/
Sabtu, 15 Oktober 2022 | 10:29 WIB
Presiden Jokowi memberikan arahan kepada pejabat utama Mabes Polri, Kapolda, dan Kapolres di Istana Negara, Jumat 14 Oktober 2022. (Twitter Jokowi)

PURWOKERTO.SUARA.COM - Gonjang-ganjing di tubuh Polri seperti tak ada habisnya. Belum selesai kasus pembunuhan berencana Brigadir J yang melibatkan Ferdy Sambo, muncul lagi kasus tragedi Kanjuruhan. Belum tuntas kasus Kanjuruhan, muncul lagi kasus narkoba yang menyerert Ijen Teddy Minahasa. Hattrick dalam istilah sepakbola.

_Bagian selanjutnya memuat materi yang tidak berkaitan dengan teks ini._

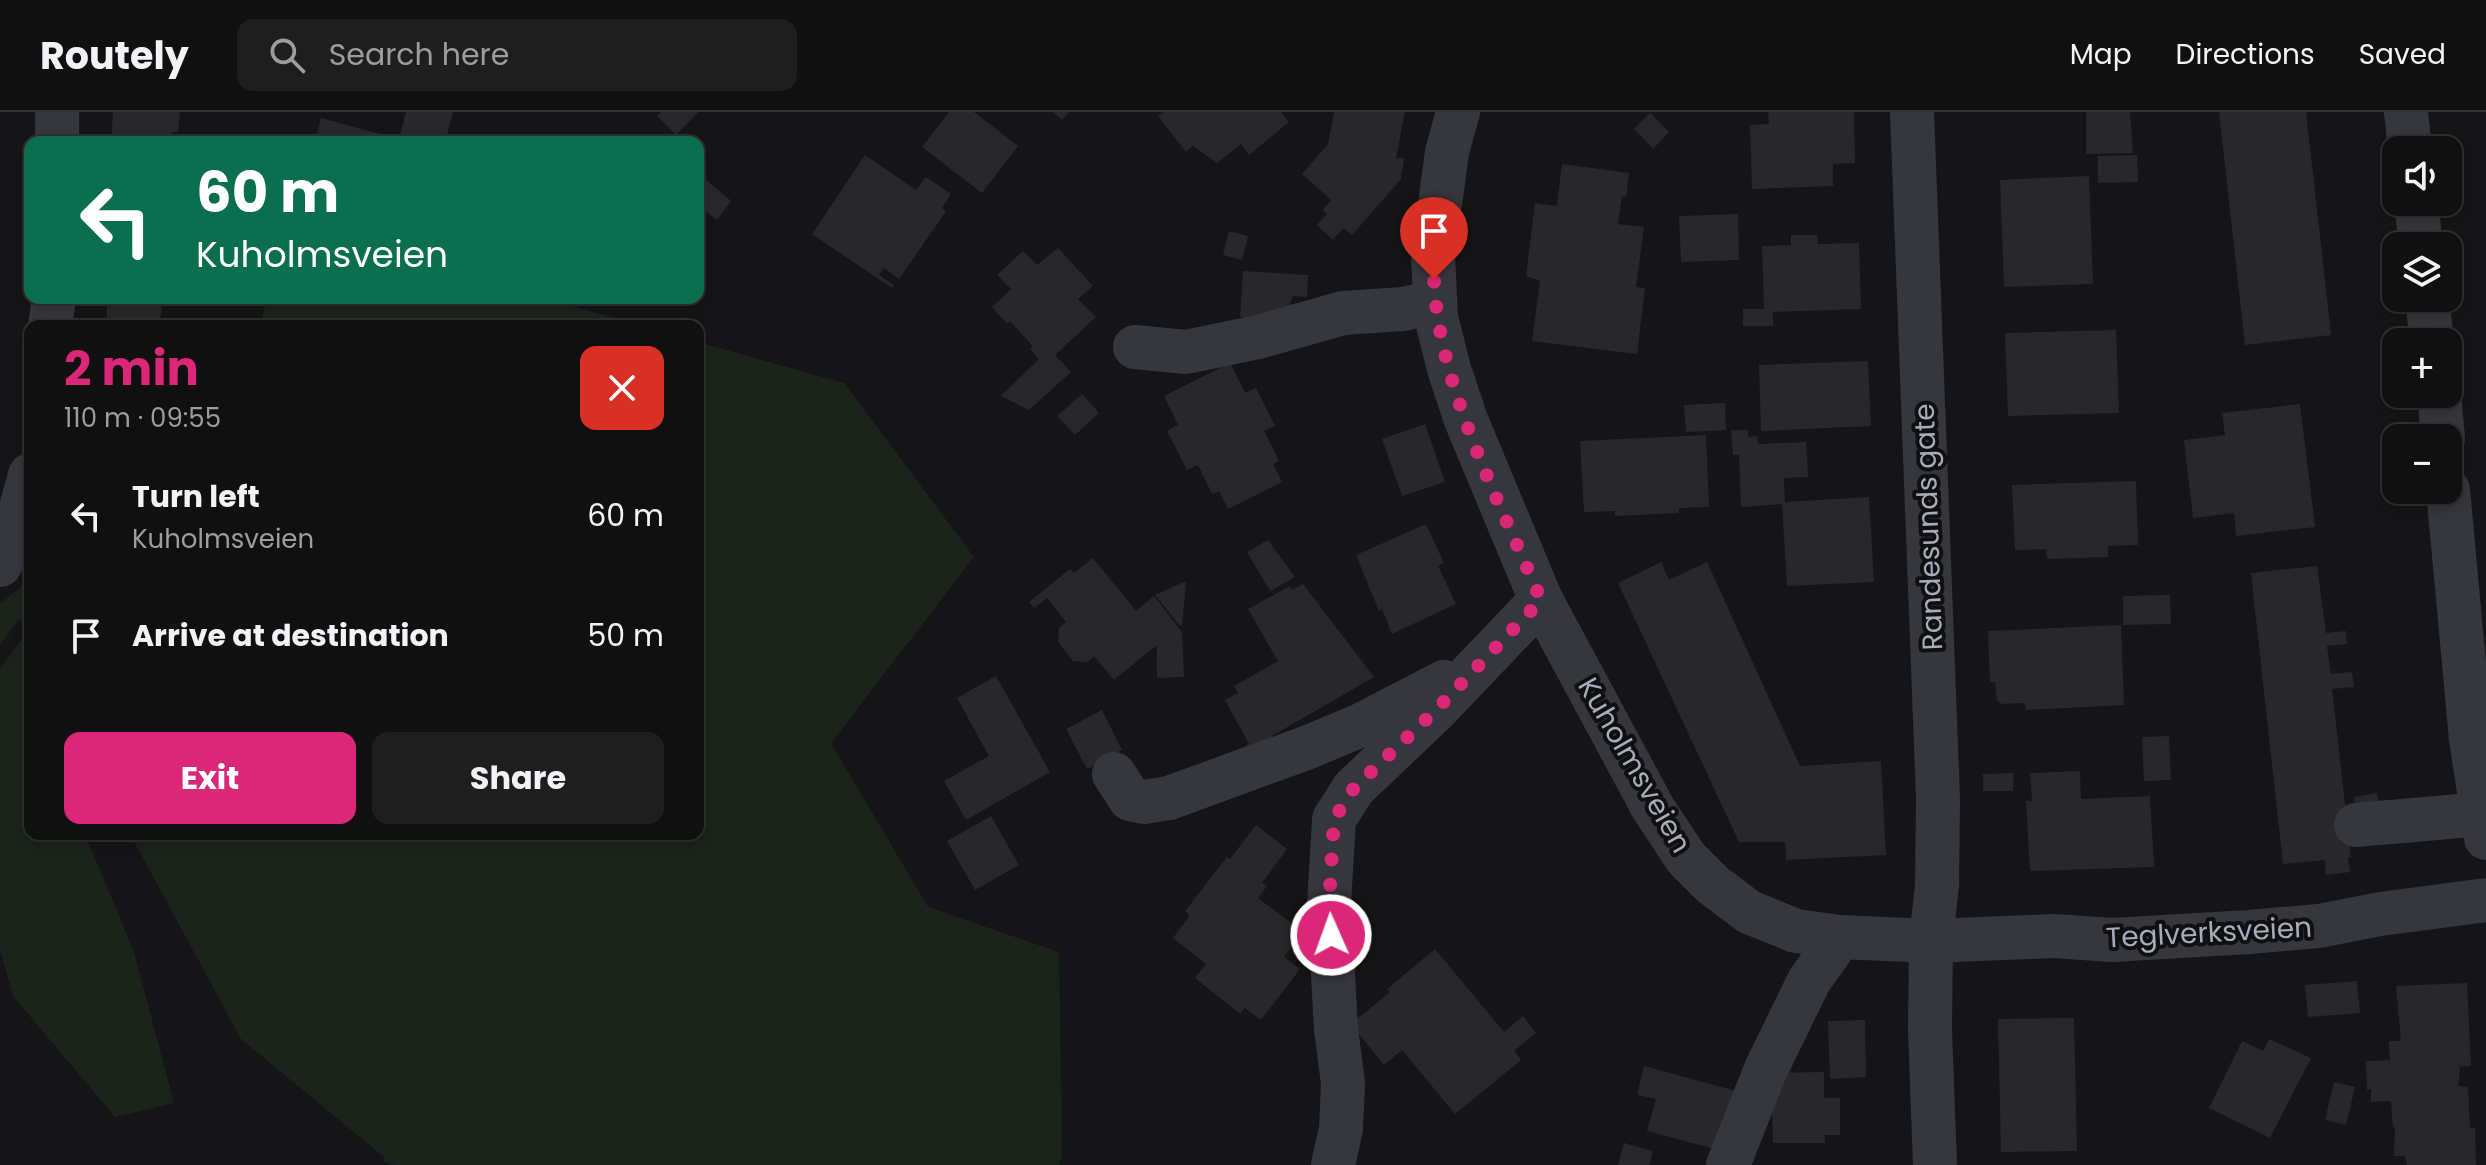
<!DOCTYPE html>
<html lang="en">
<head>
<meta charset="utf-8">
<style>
  :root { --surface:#101011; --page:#1e1e1f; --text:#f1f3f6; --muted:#9c9d9f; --line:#303031; --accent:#db2777 }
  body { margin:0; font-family:Poppins,sans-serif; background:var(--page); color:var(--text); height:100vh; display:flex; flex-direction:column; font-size:30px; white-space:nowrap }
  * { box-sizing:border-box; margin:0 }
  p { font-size:26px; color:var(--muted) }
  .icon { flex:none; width:44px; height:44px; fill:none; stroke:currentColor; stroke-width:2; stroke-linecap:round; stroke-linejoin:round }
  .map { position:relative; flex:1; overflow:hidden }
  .details { position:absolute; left:24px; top:208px; width:680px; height:520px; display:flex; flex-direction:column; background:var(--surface); border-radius:16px; box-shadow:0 4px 12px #0003,0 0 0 2px var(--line) }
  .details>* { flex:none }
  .top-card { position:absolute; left:24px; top:24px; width:680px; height:168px; border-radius:16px; box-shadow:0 4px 12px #0003,0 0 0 2px var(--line); background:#0b6e4f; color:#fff; overflow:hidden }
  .buttons { position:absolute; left:2382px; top:24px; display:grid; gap:16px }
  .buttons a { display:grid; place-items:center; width:80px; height:80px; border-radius:16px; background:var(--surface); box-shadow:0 4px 12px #0003,0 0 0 2px var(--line); font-size:40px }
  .pin { position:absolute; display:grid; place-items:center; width:68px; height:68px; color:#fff; margin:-82px -34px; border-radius:50% 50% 50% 0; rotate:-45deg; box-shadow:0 0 8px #0007 }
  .pin .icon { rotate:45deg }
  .me { position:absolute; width:88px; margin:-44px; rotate:358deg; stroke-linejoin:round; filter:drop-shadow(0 0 6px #0008) }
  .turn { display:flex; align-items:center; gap:28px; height:168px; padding:0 40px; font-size:36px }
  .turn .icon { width:104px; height:104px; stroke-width:2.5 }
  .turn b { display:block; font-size:56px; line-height:68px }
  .round { display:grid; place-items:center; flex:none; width:84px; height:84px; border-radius:16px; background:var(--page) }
  .overview { display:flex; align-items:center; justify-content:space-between; height:136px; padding:0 40px }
  h1 { font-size:48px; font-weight:700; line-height:60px; color:var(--accent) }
  .action { display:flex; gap:16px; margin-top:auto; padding:16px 40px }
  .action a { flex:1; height:92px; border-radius:16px; background:var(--accent); color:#fff; font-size:32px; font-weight:700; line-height:92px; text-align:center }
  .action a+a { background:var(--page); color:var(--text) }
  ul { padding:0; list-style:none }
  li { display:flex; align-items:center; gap:24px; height:120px; padding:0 40px }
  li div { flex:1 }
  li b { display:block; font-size:30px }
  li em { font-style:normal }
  header { display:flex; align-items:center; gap:48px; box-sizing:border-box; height:112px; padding:0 40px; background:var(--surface); border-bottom:2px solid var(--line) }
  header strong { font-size:38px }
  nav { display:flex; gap:44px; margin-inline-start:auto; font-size:28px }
  .search { width:560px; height:72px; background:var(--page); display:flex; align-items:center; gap:20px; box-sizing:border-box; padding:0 28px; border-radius:16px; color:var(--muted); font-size:30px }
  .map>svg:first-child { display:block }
</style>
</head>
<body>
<header>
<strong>Routely</strong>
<div class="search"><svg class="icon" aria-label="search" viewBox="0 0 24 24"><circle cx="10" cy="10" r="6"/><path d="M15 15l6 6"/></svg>Search here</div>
<nav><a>Map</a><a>Directions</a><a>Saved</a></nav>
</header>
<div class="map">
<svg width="2486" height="1053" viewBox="0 0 2486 1053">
  <rect width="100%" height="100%" fill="#151517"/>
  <g fill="#1b231b">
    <polygon points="267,186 514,186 572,194 643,214 260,214"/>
    <polygon points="698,230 844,271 974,445 831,631 928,795 1059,840 1062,1043 1059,1053 394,1053 383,1050 384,1045 241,927 130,722 698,722"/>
    <polygon points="30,468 30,517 19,507 0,533 0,492"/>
    <polygon points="21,528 30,547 30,722 85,722 134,840 174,991 115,1005 13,884 0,837 0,557"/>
  </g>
  <g fill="#28282b">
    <polygon points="113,0 180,0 178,20 172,20 171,30 111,30"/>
    <polygon points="406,0 453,0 445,30 315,30 321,6 399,27"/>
    <polygon points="661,0 698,0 676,23 657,4"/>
    <polygon points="949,0 974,0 1018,34 982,81 922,35"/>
    <polygon points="1053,0 1069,0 1062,8"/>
    <polygon points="1164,0 1281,0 1289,10 1249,43 1241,32 1217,51 1193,34 1186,40 1158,4"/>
    <polygon points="1334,0 1405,0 1396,46 1404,46 1401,67 1352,123 1343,116 1333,128 1317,113 1327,102 1323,98 1331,88 1302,62 1328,32"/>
    <polygon points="1768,0 1854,0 1855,51 1833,52 1833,74 1752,77 1750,13 1769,12"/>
    <polygon points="2086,0 2130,0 2133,41 2086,42"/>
    <polygon points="2219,0 2306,0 2331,223 2245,233"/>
    <polygon points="1650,1 1669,20 1653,37 1634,17"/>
    <polygon points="546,23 572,29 572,30 545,30"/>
    <polygon points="865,43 916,78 926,65 951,82 942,96 946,99 899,167 884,156 879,163 894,173 892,176 812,122"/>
    <polygon points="2137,43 2138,70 2098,71 2098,44"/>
    <polygon points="1562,52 1629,61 1626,85 1622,84 1618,112 1644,115 1636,175 1645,176 1637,242 1532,229 1540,169 1526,164 1535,91 1557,94"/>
    <polygon points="698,61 731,89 717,108 707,100 698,113"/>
    <polygon points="2089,64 2093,172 2004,175 2000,68"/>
    <polygon points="1738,102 1739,148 1681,150 1679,104"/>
    <polygon points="1229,119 1248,124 1242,148 1223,143"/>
    <polygon points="1791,123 1817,123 1818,132 1859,131 1861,197 1773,200 1773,214 1743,214 1743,197 1764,197 1762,134 1791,133"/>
    <polygon points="1058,136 1093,174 1078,187 1096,205 1055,243 1071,260 1029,298 1001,284 1039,247 1030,237 1033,234 1010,209 1007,212 992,195 1011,177 997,163 1023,139 1037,153"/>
    <polygon points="1243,159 1308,163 1307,185 1293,184 1284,207 1240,205"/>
    <polygon points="107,186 163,186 159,214 107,214"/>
    <polygon points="2116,218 2119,301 2008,304 2005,221"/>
    <polygon points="1868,249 1871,314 1761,319 1759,253"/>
    <polygon points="1230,251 1245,281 1256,276 1275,314 1264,319 1279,349 1273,352 1282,370 1228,397 1219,379 1212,382 1198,353 1187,358 1167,319 1178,313 1164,284"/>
    <polygon points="1082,282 1099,301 1075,323 1057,304"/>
    <polygon points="1725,291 1726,318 1686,320 1684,293"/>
    <polygon points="2300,292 2315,415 2236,424 2234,401 2193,406 2184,328 2225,323 2222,301"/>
    <polygon points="1425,312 1445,370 1402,384 1382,327"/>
    <polygon points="1731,318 1748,318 1748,325 1757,324 1758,332 1806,330 1808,365 1784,366 1785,390 1869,385 1874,470 1787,474 1782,392 1741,395 1739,343 1733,343"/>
    <polygon points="1706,323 1709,395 1679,396 1679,401 1615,404 1615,399 1584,400 1580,329"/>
    <polygon points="2136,369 2138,433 2108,434 2108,445 2047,447 2046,437 2015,438 2012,373"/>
    <polygon points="1426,412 1444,451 1438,454 1456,492 1392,522 1382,497 1379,499 1356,443"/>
    <polygon points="1268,428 1295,465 1270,479 1247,440"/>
    <polygon points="1093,446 1136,499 1154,484 1182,520 1184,565 1157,566 1157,533 1114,568 1094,544 1087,550 1073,549 1058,530 1059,516 1066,510 1047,486 1034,496 1029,490 1070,457 1074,461"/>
    <polygon points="1661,450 1669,468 1707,450 1800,654 1881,649 1886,743 1786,748 1785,730 1739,730 1618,471"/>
    <polygon points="2317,454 2326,521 2346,519 2347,532 2327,534 2331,562 2352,560 2354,575 2332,577 2351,745 2348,746 2350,760 2326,763 2325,748 2283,752 2251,461"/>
    <polygon points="1184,470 1186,471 1182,513 1179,513 1155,483"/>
    <polygon points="1303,472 1374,565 1272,624 1276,630 1253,644 1246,633 1249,632 1225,588 1238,581 1234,574 1278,549 1248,497 1290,474 1292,478"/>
    <polygon points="2170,483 2171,512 2123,513 2123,484"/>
    <polygon points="2121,513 2124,593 2026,598 2025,591 2002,592 1997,589 1995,570 1990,570 1988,519"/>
    <polygon points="996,564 1050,660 966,708 944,669 989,644 957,586"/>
    <polygon points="1102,598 1122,638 1087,657 1066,617"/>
    <polygon points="2169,624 2171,668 2144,669 2142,625"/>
    <polygon points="2080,659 2081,687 2150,684 2154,755 2030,759 2026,689 2032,689 2030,661"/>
    <polygon points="2014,661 2013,679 1983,679 1983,662"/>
    <polygon points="2377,681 2380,696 2356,700 2354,685"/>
    <polygon points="991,704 1019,753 975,778 947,729"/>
    <polygon points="1256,713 1287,737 1262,771 1267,774 1258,786 1303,820 1284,845 1300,857 1261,908 1245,896 1240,902 1195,866 1206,852 1173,826 1190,803 1185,799 1227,745 1230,747"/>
    <polygon points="1435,837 1504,920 1523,904 1536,921 1514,939 1521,948 1455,1002 1402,938 1384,953 1351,912 1390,880 1387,877"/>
    <polygon points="2357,869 2360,901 2308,905 2305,873"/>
    <polygon points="2467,871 2471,954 2457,955 2460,956 2458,974 2468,975 2470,1016 2475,1016 2476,1053 2407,1053 2405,1044 2394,1044 2395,1015 2393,1015 2391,989 2371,990 2371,977 2367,978 2366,949 2390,948 2389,929 2401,929 2396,874"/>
    <polygon points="2074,906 2077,1039 2001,1040 1998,907"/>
    <polygon points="1865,908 1866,965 1830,967 1828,909"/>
    <polygon points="2269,927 2311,946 2270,1026 2209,996 2242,929 2263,939"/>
    <polygon points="1644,954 1747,982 1715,1037 1647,1019 1656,987 1637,983"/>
    <polygon points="1824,960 1824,986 1840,986 1840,1023 1825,1023 1825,1031 1773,1031 1771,961"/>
    <polygon points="2334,970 2355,975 2346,1013 2325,1008"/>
    <polygon points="1624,1031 1653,1039 1649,1053 1618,1053"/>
  </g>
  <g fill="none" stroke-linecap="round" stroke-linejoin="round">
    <g stroke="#36373d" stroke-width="44">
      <polyline points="1458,0 1447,40 1433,144 1436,205 1449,257 1466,308 1541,488 1653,696 1686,746 1712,772 1749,800 1796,819 1840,825 1931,829 2054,824 2112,828 2249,820 2319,814 2380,802 2486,788"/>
      <polyline points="1912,0 1938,687 1937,773 1931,829 1930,918 1935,1053"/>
      <polyline points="2406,0 2410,38"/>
      <polyline points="57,30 57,0"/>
      <polyline points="2416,90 2421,134"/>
      <polyline points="2427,186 2432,230"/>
      <polyline points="50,214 54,186"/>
      <polyline points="1135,235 1186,240 1258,225 1343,201 1403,197 1435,190"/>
      <polyline points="2439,282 2443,326"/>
      <polyline points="2448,378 2471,627 2486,726"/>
      <polyline points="0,453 12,428 30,363"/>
      <polyline points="1114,662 1130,687 1144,690 1169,686 1306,636 1361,613 1444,570"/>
      <polyline points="2356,713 2482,702"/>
      <polyline points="1333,1053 1341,1017 1343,971 1336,917 1329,792 1334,707 1354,676 1437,597 1541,488"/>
      <polyline points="1728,1053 1766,957 1809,869 1840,825"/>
    </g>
  </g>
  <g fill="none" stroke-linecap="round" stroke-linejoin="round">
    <path stroke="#db2777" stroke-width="14" stroke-dasharray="0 25.2" d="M1331 823 1329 792 1334 707 1354 676 1437 597 1541 488C1500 391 1438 273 1434 167"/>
  </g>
  <g text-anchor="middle" stroke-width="8" stroke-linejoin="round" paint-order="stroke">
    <g font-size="28" fill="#a6adb8" stroke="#101012">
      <text transform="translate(1928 415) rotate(-92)" y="10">Randesunds gate</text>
      <text transform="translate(1635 653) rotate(60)" y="10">Kuholmsveien</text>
      <text transform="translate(2209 820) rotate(-3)" y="10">Teglverksveien</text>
    </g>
  </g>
</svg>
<div class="buttons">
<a><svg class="icon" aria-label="sound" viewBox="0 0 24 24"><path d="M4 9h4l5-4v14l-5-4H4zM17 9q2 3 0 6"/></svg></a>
<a><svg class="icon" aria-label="layers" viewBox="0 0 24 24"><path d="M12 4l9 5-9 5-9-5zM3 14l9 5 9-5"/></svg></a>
<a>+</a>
<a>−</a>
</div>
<div class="pin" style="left:1434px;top:167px;background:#d93025"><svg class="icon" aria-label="arrive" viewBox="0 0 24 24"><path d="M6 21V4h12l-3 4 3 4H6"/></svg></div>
<svg class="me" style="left:1331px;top:823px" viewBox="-20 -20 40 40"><circle r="17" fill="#db2777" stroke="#fff" stroke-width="3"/><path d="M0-11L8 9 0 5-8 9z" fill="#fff"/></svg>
<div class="top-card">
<div class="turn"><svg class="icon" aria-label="left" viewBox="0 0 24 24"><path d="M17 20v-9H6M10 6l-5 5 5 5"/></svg><div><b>60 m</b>Kuholmsveien</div></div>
</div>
<section class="details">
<div class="overview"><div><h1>2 min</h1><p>110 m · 09:55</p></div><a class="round" style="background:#d93025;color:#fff"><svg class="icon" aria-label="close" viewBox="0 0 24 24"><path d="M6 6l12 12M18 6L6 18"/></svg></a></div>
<ul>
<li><svg class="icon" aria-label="left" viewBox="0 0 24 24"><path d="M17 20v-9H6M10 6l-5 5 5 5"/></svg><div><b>Turn left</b><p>Kuholmsveien</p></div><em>60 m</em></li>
<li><svg class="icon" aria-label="arrive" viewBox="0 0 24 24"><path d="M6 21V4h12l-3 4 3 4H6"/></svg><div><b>Arrive at destination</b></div><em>50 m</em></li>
</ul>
<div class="action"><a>Exit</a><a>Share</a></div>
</section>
</div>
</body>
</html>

Rentetan kasus yang menimpa institusi Polri menjadi pukulan telak. Kapolri Jendral Listyo Sigit Prabowo bahkan kasus-kasus itu memengaruhi kepercayaan publik pada Polri. Kepercayaan publik pada Polri kian hari kian merosot.

Penurunan kepercayaan publik terhadap Polri sebagai aparat penegak hukum menjadi perhatian serius Presiden Jokowi. Sebab, hal ini bisa berimbas pada stabilitas keamanan, bahkan politik nasional.

Bentuk keseriusan presiden pada kondisi Polri ditunjukkan dengan mengundang pejabat utama Polri, mulai dari Kapolres, Kapolda, dan jajaran di Mabes Polri ke Istana Negara, Jumat 14 Oktober 2022. Total ada 559 personil Polri yang terdiri dari pejabat utama Mabes Polri, kapolda, serta kapolres.

Hal tersebut tertulis dalam Surat Telegram Rahasia (STR) dengan nomor: STR/764/X/HUM.1./2022 tertanggal Rabu 12 Oktober 2022. Mereka diminta datang tanpa membawa tongkat komando, topi ajudan, dan handphone. Mereka hanya boleh membawa buku dan pena.

"Saya perlu memberikan sejumlah arahan kepada jajaran Polri, salah satunya adalah agar Polri menjaga kesolidan dalam menjalankan tugas pokok dan fungsinya sebagai pelindung, pengayom, dan pelayan masyarakat," ujar Presiden Jokowi melalui akun instagramnya.